Items listed in a dataset:

◆ ◆ ◆ ◆ ◆

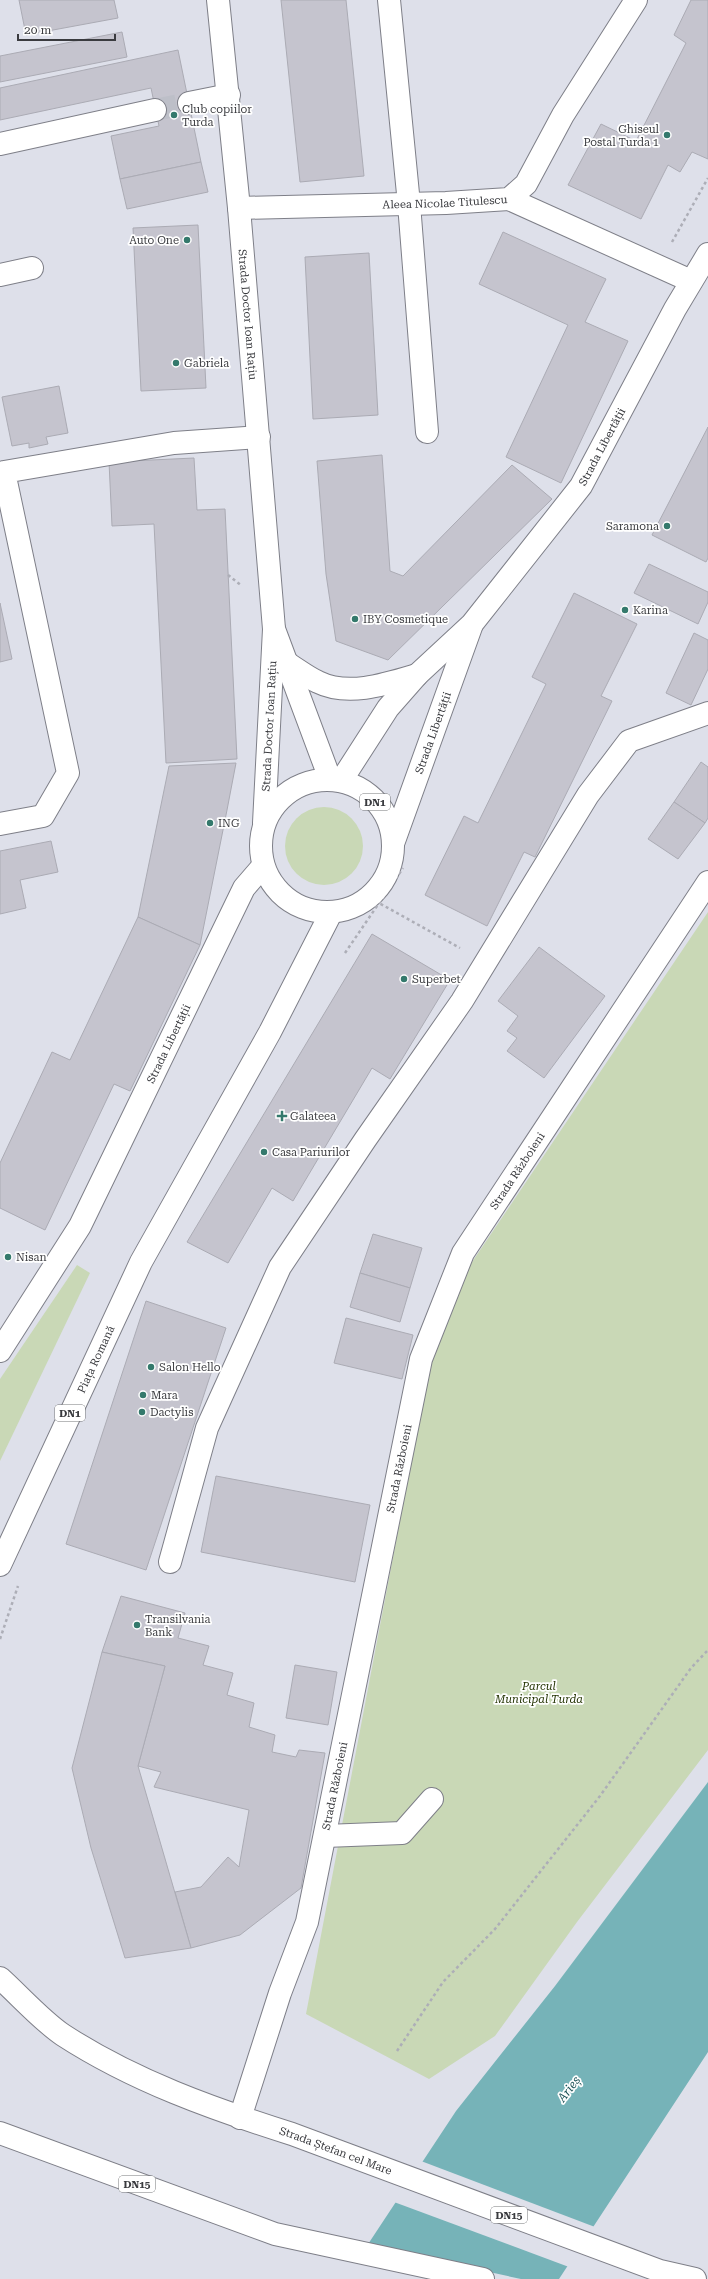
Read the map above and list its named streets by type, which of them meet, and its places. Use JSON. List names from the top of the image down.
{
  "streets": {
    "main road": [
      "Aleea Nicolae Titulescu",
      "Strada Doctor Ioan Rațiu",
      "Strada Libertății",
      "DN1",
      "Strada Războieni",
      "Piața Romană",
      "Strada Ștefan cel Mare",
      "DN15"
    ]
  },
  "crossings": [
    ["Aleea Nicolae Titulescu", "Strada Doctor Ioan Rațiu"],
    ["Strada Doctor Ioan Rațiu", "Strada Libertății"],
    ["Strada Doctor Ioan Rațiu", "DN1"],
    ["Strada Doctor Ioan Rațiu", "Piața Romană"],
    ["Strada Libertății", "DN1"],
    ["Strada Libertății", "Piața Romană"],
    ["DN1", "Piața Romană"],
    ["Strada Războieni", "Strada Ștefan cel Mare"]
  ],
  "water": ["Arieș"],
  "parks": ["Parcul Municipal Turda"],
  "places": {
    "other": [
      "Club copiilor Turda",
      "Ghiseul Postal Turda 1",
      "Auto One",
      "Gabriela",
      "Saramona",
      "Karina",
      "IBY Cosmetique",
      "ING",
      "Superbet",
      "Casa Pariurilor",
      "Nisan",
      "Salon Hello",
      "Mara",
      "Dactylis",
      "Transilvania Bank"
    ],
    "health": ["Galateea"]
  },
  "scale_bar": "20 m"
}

◆ ◆ ◆ ◆ ◆

* _TASK TO CARRY OUT_
Please show every line of the records that holds the word "places".

* _ANSWER TO THE PROBLEM_
Read the map above and list its named streets by type, which of them meet, and its places. Use JSON. List names from the top of the image down.
  "places": {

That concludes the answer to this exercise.